Editorial: Karl Rove attempts to rewrite history

Before a friendly audience in Fresno on Tuesday, Karl Rove, former senior adviser to President George W. Bush, continued his campaign to rewrite history about whether Bush misled the country about Iraq having weapons of mass destruction. Now Rove claims Bush led the nation into war on the basis of the same intelligence that Democrats saw when they decided to support the war against Saddam Hussein’s Iraq.

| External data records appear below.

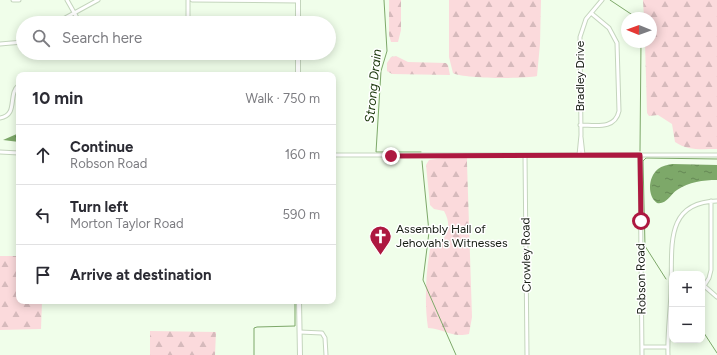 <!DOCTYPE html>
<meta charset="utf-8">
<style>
body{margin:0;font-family:Figtree,sans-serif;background:#f7f7f7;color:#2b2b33}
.controls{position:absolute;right:12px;bottom:12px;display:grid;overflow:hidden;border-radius:8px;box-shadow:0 2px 10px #0003}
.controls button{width:36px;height:36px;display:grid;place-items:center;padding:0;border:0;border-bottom:1px solid #e1e1e2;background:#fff;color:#2b2b33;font:20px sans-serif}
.compass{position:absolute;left:621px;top:12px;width:36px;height:36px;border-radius:50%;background:#fff;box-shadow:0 2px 10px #0003;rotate:271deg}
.stop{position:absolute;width:12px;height:12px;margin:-9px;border:3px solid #ad1840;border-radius:50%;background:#fff}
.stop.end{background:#ad1840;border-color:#fff;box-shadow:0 1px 4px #0008}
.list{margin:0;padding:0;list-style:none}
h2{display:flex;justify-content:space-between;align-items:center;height:52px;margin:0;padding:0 16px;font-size:17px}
h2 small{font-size:13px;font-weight:400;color:#7c7c81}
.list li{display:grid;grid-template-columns:26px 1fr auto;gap:12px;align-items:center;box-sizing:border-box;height:60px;padding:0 16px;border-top:1px solid #e1e1e2}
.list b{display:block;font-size:15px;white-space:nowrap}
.list p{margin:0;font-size:13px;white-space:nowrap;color:#7c7c81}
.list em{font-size:13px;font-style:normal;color:#7c7c81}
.icon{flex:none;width:22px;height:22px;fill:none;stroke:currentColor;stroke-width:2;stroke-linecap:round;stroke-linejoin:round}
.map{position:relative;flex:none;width:717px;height:355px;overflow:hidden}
.search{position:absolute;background:#fff;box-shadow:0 2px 10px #0003;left:16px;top:16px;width:320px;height:44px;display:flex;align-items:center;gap:10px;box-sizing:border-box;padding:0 14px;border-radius:22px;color:#7c7c81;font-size:15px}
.panel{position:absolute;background:#fff;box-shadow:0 2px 10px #0003;left:16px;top:72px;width:320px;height:232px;border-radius:8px}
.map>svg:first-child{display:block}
.forest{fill:url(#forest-firs)}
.water{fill:url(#water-ripples)}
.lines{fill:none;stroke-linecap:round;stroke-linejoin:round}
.stream{stroke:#7da869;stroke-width:1}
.street-casing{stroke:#c4d5bd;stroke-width:5}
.secondary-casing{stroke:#c4d5bd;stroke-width:6}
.street{stroke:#fff;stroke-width:3}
.secondary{stroke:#fff;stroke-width:4}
.route{stroke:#ad1840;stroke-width:5}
.labels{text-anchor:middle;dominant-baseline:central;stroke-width:3;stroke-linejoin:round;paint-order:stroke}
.street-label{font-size:12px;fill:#151b12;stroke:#fff}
.poi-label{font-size:12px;fill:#151b12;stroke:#fff;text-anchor:start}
.water-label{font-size:13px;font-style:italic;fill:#1d3a0d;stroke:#fff}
</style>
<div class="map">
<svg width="717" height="355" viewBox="0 0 717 355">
<defs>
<pattern id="forest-firs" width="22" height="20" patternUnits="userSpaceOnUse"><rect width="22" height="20" fill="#fbdadc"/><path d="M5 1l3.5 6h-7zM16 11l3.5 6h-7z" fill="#d6babc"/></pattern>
<pattern id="water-ripples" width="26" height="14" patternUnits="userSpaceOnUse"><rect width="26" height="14" fill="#7da869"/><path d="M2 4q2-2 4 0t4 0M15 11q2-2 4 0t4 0" fill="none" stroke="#658855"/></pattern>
</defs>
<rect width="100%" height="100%" fill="#f0feea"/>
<path class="forest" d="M389 0H401V30L398 42H391L389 35Z
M449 0H541L540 44 537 76C525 79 463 79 453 73L449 57Z
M643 0H717V149C701 149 688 151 675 142L672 124 658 115 649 116 647 113 645 42H651V18H644Z
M396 56 408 62 446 63 448 65 450 75 392 74 387 71V63L391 57Z
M444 158H467V163L472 317 469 334C451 338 445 329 428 328 424 301 426 270 431 243L444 238C449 228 450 222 444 211L434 209 430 205 426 165 429 160Z
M0 256H19V301H42L41 329 0 330Z
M150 331 216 332 215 355H150Z"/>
<path class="water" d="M19 133V142L3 140Z
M672 164 717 165V180C703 180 689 182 677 190 671 194 666 205 657 203 647 196 648 177 658 169 662 166 667 165 672 164Z"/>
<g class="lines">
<path class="stream" d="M384 0 387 51 381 71 376 152H421
M610 0 637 18
M640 151 641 42
M422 161 429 232 423 280 456 355
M666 279 645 246 643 161 646 158 717 159
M702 330 717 353
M254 355V328L257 327 295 326V301"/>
<defs>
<path id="street" d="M13 0H19
M67 0 80 23
M192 0 298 1
M56 23 98 0
M188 23V0
M0 44 23 42
M0 118C19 115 7 94 19 85
M580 125C595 125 615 130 619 111L617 43 609 28 591 13
M581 137 583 155
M0 152 19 153
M333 155H717
M525 155 527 355
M579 155 581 135 580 37 586 19 602 0
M640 155 642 355
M702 284 717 297
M704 286 709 278 711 270V201
M300 332 322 333 325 338 326 355
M642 347H668
M668 355C667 332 671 310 671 287 673 250 663 202 717 201"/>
<path id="secondary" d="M298 0V23
M298 53V75
M299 301 300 355"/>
</defs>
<use href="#street" class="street-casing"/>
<use href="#secondary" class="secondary-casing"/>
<use href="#street" class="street"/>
<use href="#secondary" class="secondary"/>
</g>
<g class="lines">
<path class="route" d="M391 156 640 155 641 221"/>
</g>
<defs>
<symbol id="church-pin" viewBox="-11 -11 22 30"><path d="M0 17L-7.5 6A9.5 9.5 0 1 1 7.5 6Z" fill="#ad1840" stroke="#fff"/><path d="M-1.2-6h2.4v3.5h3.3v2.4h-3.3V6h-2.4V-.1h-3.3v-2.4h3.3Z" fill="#fff"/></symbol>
</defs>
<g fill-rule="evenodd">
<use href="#church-pin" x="368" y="224" width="25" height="34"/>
</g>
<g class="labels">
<g class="street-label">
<text transform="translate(580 76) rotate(-90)">Bradley Drive</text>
<text transform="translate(526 255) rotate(-91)">Crowley Road</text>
<text transform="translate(641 279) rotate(-91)">Robson Road</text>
</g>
<g class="poi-label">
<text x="396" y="229">Assembly Hall of<tspan x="396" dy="14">Jehovah's Witnesses</tspan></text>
</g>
<g class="water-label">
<text transform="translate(373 86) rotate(-84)">Strong Drain</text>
</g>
</g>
</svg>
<div class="controls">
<button>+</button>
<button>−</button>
</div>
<svg class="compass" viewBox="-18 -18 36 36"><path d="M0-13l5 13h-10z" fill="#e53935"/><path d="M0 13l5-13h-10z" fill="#7c7c81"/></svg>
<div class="stop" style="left:641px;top:221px"></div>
<div class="stop end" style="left:391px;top:156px"></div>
<div class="search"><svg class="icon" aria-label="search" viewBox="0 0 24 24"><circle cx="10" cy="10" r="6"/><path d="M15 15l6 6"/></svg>Search here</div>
<section class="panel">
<h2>10 min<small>Walk · 750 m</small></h2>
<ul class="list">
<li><svg class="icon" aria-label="ahead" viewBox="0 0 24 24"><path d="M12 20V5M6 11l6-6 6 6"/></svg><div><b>Continue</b><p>Robson Road</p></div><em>160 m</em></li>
<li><svg class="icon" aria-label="left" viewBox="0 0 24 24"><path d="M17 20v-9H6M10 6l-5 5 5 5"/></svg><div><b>Turn left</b><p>Morton Taylor Road</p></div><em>590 m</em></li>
<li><svg class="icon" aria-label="arrive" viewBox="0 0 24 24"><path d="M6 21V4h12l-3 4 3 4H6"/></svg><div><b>Arrive at destination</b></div></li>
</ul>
</section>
</div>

We shouldn’t be surprised that Rove, the master of political spin, is using his book tour to confuse the public about what occurred in the Bush White House as operatives ramped up public opinion in favor of invading Iraq seven years ago. Weapons of mass destruction were never found in Iraq, and now Bush loyalists are trying to explain their way out of the administration’s decision to lead us into war.

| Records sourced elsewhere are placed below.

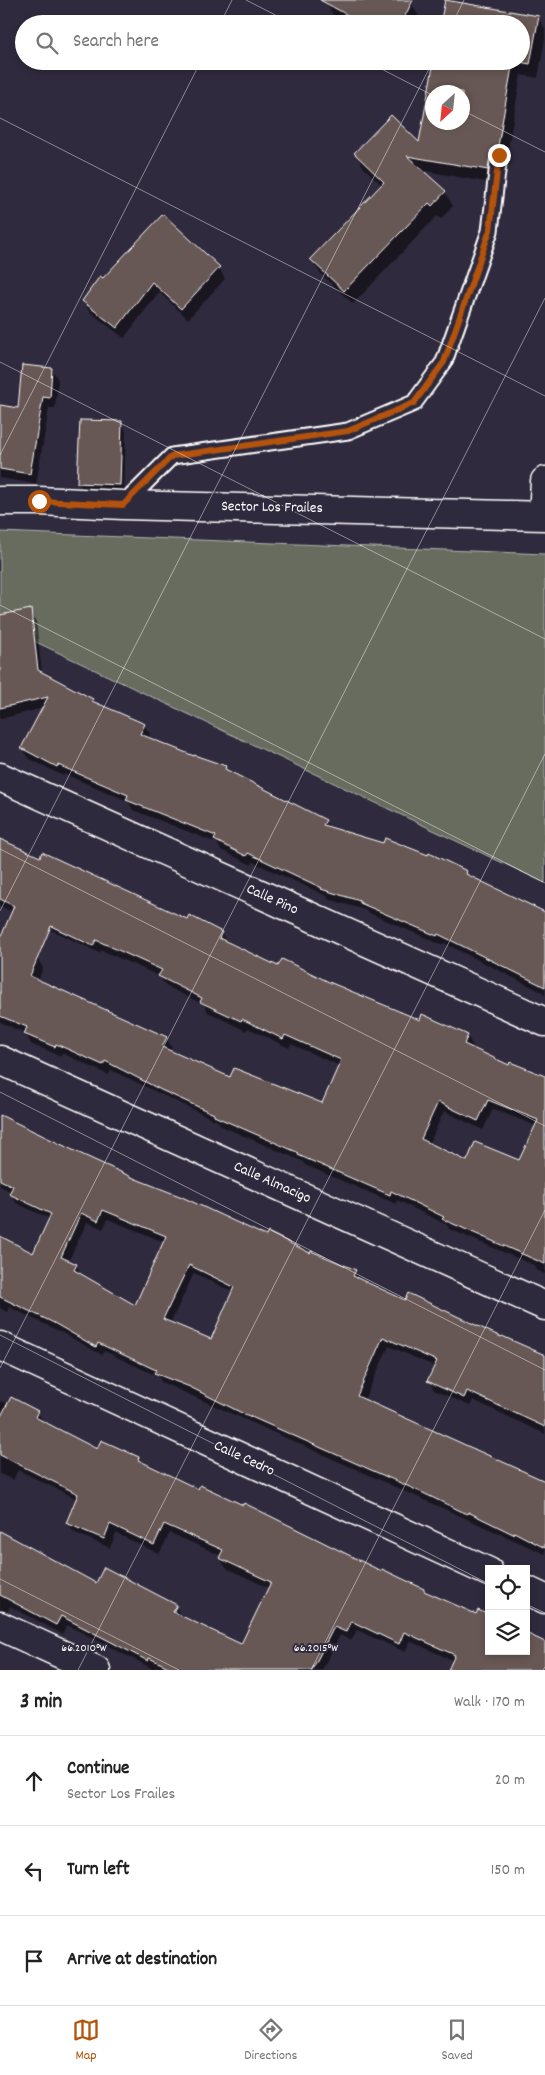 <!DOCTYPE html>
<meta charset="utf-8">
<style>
:root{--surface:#fff;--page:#f6f6f6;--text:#222;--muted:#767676;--line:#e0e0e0;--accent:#b45309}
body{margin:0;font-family:Dekko,sans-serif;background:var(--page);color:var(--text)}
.controls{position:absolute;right:15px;bottom:15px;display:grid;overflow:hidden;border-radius:0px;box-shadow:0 2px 8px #0003}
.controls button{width:45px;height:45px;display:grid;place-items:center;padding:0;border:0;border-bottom:1px solid var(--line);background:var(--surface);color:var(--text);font:25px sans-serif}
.compass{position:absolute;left:425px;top:85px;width:45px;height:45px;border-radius:50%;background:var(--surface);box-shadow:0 2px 8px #0003;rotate:207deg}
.stop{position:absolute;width:15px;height:15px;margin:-11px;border:4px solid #b45309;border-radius:50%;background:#fff}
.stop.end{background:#b45309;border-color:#fff;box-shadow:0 1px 5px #0008}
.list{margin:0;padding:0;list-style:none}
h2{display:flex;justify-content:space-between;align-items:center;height:65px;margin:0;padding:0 20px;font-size:21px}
h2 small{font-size:16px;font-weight:400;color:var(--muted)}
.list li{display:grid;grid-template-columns:32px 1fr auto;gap:15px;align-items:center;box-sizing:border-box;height:90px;padding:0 20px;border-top:1px solid var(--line)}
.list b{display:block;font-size:19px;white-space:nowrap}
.list p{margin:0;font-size:16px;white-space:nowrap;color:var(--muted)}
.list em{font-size:16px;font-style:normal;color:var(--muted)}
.icon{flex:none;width:28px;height:28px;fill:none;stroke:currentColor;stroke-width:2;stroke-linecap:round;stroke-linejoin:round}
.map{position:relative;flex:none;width:545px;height:1670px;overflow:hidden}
.search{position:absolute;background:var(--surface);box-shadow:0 2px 8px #0003;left:15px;right:15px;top:15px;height:55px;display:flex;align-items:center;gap:12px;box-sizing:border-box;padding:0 18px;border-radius:28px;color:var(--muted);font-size:19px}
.sheet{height:335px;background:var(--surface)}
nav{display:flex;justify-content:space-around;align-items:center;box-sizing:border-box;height:70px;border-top:1px solid var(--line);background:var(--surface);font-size:14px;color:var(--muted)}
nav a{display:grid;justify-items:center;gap:2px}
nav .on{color:var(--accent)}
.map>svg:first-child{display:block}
.green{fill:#676c5f;stroke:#b3b6af}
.shadow{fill:#0007;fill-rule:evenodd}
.building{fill:#675855;stroke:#fff;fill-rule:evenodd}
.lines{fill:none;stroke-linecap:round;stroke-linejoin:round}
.lane-casing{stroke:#fff;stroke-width:19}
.street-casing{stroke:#fff;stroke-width:31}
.lane{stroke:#2f2a3d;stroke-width:15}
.street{stroke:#2f2a3d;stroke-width:28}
.route{stroke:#b45309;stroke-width:6}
.ticks{fill:none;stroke:#fff;stroke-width:1;stroke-opacity:0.45}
.labels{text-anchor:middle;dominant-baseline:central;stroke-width:4;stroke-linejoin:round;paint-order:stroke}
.street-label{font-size:15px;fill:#fff;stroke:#2f2a3d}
.ticks-label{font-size:12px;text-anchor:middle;fill:#fff;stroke:#2f2a3d;stroke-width:4;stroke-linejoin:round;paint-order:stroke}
</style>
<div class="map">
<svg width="545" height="1670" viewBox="0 0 545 1670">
<rect width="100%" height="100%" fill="#2f2a3d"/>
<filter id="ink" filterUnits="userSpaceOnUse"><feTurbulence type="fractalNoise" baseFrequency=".02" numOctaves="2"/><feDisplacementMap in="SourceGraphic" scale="10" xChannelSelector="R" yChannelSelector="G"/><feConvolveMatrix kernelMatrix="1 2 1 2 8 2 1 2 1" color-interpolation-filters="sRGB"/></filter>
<g filter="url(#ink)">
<!-- green -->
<path class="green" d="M0,532l545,22v329l-545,-258z"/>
<!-- shadow -->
<path class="shadow" d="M328,0h78l5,3 7,12 -4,9h-64l-17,-9 -7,-12z
M538,17l7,12v10l-7,39 -17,-3 -15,85 -10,24 -75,-14 24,22 8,14 -12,13 -4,-3 -84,88 -33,-31 -9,-14 71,-74 -18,-17 -8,-14 64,-10 15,-83h86zM432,92h30v30h-30z
M219,268l6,11 -37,40 -29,-27 -35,46 -34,-26 -7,-11 20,-21z
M52,369l6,11 -3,28h-6l-13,76 -36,-6v-72l20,4z
M122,423l4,8 -2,62 -41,-2 -5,-9z
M30,611l6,10 6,53 50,26 2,4 50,21 6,9 -2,5 46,19 31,9 3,5 97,49 5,7 136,44 3,5 76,37v82l-3,-4 -98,-49 -2,2 -75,-33 -2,-2 -37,-11 -1,-3 -74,-34 -1,3 -31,-15 -4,-7 -84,-33 -5,-9 -64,-27 -1,2 -35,-18 -6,-10 21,-40 -43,11v-103z
M0,840l188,80 33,12 6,11 52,25 49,15 92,39 47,14 6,10 -2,3 38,18 36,11v196l-9,-4 -2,-5 -85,-36 -2,-4 -50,-25 -1,4 -91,-39 -1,-3 -83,-36 -2,-4 -108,-52 -2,5 -47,-22 -1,3 -30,-12 -6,-11 -25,-11v-80l37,16 6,10 -5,13 128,57 6,10 -2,4 61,27 91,26 18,-39 -49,-22 -2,4 -41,-20 -2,3 -38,-19 -4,-7 -38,-19 -7,-10 -58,-26 -1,3 -100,-47zM493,1109l43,17 -16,36 -52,1 -39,-19 15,-33 39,19z
M0,1116l79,39 188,83 88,33 5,10 185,79v74l-72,-34 -3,6 -36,-16 -5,-9 7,-14 -47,-21 -25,54 181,82v72l-384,-172 -2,-5 -55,-26 -2,4 -41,-23 -52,-25 -2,5 -7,-4v-71l33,18 17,-36 -34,-16 -5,-9 1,-2 -12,-6zM108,1219l56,23 -29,65 -54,-32 -5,-10 -8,-3 19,-40 16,7zM194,1273l39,19 -21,49 -42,-17z
M0,1401l37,11 6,9 55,29 40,8 4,5 56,28 226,99 65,61h37l19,-8v27h-95l4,-9 -44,-20 -5,11 -48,-22 -6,11 -11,-6 -18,35h-161l-6,-3 -2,2 -86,-44 -5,9 -52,-28 -3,7 -7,-3v-77l97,52 79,21 4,11 61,29 28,-58 -43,-20 -6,-10 2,-2 -52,-23 -11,21 -43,-21 -6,15 -37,-16 -5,-10 9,-23 -59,-29 -5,10 -13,-6z"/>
<!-- building -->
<path class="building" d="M320,0h93l-12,24h-37z
M445,0l94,16 -9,48 -16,-3h7v-37h-81z
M434,61h79l-15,85 -7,4 -3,20 -81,-14 39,35 -14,15 -3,-3 -85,88 -34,-32 74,-77 -30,-29 37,-38 28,27zM432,92h30v30h-30z
M163,214l57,53 -39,42 -29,-27 -35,46 -35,-27 18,-25 3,2z
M22,365l30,3 -2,30 -7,-1 -13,77 -30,-5v-64l18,3z
M80,420l42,1 -2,64 -43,-2z
M31,609l7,61 55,29 -1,2 53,23 -5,10 54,22v-1l32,11 -1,3 101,51 -3,5 60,18 2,-5 43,17 1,-2 38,18 -1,3 79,38v75l-107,-53 -1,2 -77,-33v-2l-39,-12 1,-1 -74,-35 -2,3 -32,-16 2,-4 -90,-36 2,-5 -70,-30 -1,2 -36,-19 27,-51 -48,11v-93z
M0,839l40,18 2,-5 145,67 2,-4 33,17 -3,6 59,28 4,-7 47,23 91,38 2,-6 46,21 -4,9 45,21 1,-3 35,14v188l-103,-45 2,-2 -53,-26 -1,4 -92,-40 1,-2 -85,-37v-2l-53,-24 -56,-29 -2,4 -47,-21 -1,3 -31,-13 3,-7 -27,-11v-77l14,-33 -14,-7zM51,926l42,20 3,-6 66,30 -4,6 44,22 -2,4 41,19 1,-2 41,20 2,-4 56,25 -19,43 -88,-35 -4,9 -68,-30 5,-10 -137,-61zM488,1100l50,20 -19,40 -44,-18 -8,19 -46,-22 17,-37 40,19z
M0,1115l79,38 57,26 46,18 84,39 2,-4 42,21 1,-2 45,19 -3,6 52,24 3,-7 93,44 1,-1 43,19v72l-78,-36 -3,7 -37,-17 10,-20 -54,-24 -26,59 188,85v67l-31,-16 -1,2 -45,-22 -1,2 -46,-22 -181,-80 -50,-25 -36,-14 2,-3 -58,-27 -2,4 -42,-24 -54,-26v-61l33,17 18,-39 -42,-20 4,-8 -13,-6zM103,1210l63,26 -31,69 -61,-35 3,-6 -16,-7 20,-44 17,8zM189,1265l45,22 -23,52 -48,-20z
M11,1397l27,14 -3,6 62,32 4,-9 38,17 -1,3 60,29 2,-4 43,20 1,-2 137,68 1,-2 42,20v2l52,23 2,-4 11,5v36h37v-18l19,9v28h-97l7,-15 -51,-23 -5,12 -48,-23 -5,11 -12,-5 -22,43h-137l-26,-12 -1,3 -87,-45 -5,9 -56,-30v-64l96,52 8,-16 73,38 -4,7 68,32 30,-62 -52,-24 4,-8 -59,-26 -10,21 -44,-21 -6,15 -38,-16 12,-29 -78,-39v-37z"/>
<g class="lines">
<!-- lane casing -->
<g class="lane-casing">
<path id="lane" d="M123,505l49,-49 176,-25 66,-28 30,-41 46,-131 9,-76"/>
</g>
<!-- street casing -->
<g class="street-casing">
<path id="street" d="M0,501h39l84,4 422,11
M543,515l2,-34
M0,777l545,245
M0,1060l545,246
M0,1346l489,226
M526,1590l19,9
M0,1626l96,44"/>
</g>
<!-- lane -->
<use href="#lane" class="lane"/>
<!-- street -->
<use href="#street" class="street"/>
</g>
</g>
<g class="lines" filter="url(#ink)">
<!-- route -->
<path class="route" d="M39,501l84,4 49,-49 176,-25 66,-28 30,-41 46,-132 9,-75"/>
</g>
<!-- ticks -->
<path class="ticks" d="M246,0l47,24M220,24l12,-24M452,24l12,-24M366,61l66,34M462,110l83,42M0,118l545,278M0,362l545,277M0,455l201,-394M0,605l545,278M0,849l545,277M0,911l433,-850M0,1092l545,278M0,1335l489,249M0,1368l545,-1070M0,1579l179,91M526,1604l19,9M78,1670l467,-916M311,1670l234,-460M543,1670l2,-3"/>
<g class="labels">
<!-- street labels -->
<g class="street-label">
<text transform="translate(272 508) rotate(1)">Sector Los Frailes</text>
<text transform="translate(272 900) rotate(24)">Calle Pino</text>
<text transform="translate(272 1183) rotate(24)">Calle Almacigo</text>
<text transform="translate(244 1459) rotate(25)">Calle Cedro</text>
</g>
</g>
<g class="ticks-label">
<text x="84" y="1651">66.2010°W</text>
<text x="316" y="1651">66.2015°W</text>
</g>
</svg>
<div class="controls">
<button><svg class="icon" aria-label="locate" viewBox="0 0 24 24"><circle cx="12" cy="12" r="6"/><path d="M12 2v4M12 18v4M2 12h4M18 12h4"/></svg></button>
<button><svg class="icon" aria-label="layers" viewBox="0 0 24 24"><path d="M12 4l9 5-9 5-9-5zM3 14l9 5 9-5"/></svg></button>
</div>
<svg class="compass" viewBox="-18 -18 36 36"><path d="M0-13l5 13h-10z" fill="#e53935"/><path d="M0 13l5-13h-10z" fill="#767676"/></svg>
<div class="stop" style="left:39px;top:501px"></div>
<div class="stop end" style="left:499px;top:155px"></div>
<div class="search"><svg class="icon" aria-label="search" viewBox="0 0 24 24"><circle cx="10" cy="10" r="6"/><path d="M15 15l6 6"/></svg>Search here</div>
</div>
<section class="sheet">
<h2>3 min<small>Walk · 170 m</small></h2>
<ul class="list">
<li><svg class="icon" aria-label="ahead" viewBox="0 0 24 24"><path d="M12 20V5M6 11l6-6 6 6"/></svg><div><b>Continue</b><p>Sector Los Frailes</p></div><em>20 m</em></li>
<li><svg class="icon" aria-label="left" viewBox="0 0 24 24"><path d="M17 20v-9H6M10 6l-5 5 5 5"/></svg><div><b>Turn left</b></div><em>150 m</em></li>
<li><svg class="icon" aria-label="arrive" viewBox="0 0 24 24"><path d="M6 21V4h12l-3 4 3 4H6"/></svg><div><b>Arrive at destination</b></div></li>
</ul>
</section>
<nav>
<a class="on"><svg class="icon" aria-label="map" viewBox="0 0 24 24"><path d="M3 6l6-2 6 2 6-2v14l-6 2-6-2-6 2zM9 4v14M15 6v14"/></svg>Map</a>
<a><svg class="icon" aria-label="directions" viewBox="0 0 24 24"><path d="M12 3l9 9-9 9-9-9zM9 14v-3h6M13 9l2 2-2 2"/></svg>Directions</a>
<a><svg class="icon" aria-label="saved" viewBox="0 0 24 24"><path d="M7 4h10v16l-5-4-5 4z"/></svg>Saved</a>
</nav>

But Rove’s utterances shouldn’t go unchallenged when they are at odds with the facts. The nation must understand what happened as we charged into war in Iraq, and Rove’s revisionism isn’t offering clarity to the discussion.

Rove spoke at a fundraiser Tuesday for Fresno County Supervisor Debbie Poochigian and was also touting his book, “Courage and Consequence.” In his Fresno speech, Rove said that if Bush lied about weapons of mass destruction, so did Democrats who saw the same intelligence as Bush and reached the same conclusion. That’s just absurd.

The Democrats – and the rest of the nation – saw the intelligence information on Iraq that had been manipulated by the Bush administration.

This intelligence didn’t stand on its own, but came with the administration’s political campaign about WMDs. It had a predetermined goal of invading Iraq.

It would be one thing if the Bush administration had simply offered flawed intelligence and the nation’s leaders then made unwise decisions based on that that bad information. But it was much worse than that. The faulty intelligence on Iraq was then whipped up by the Bush White House, especially Vice President Dick Cheney, as a pretense to invade Iraq.

Later, after the war was in full bloom and it was clear to everyone there never were any weapons of mass destruction, Rove, Cheney and company continued to change the purported reasons for invading Iraq. The new, improved rationale included “removing a dictator” and “spreading freedom.” These “reasons” were not stated when the administration initially sold the war to Congress.

Instead, we were led to believe Saddam Hussein was a serious threat to world peace because he either possessed or was developing nuclear weapons. We now know that the Bush administration chose to ignore evidence that questioned or refuted such claims.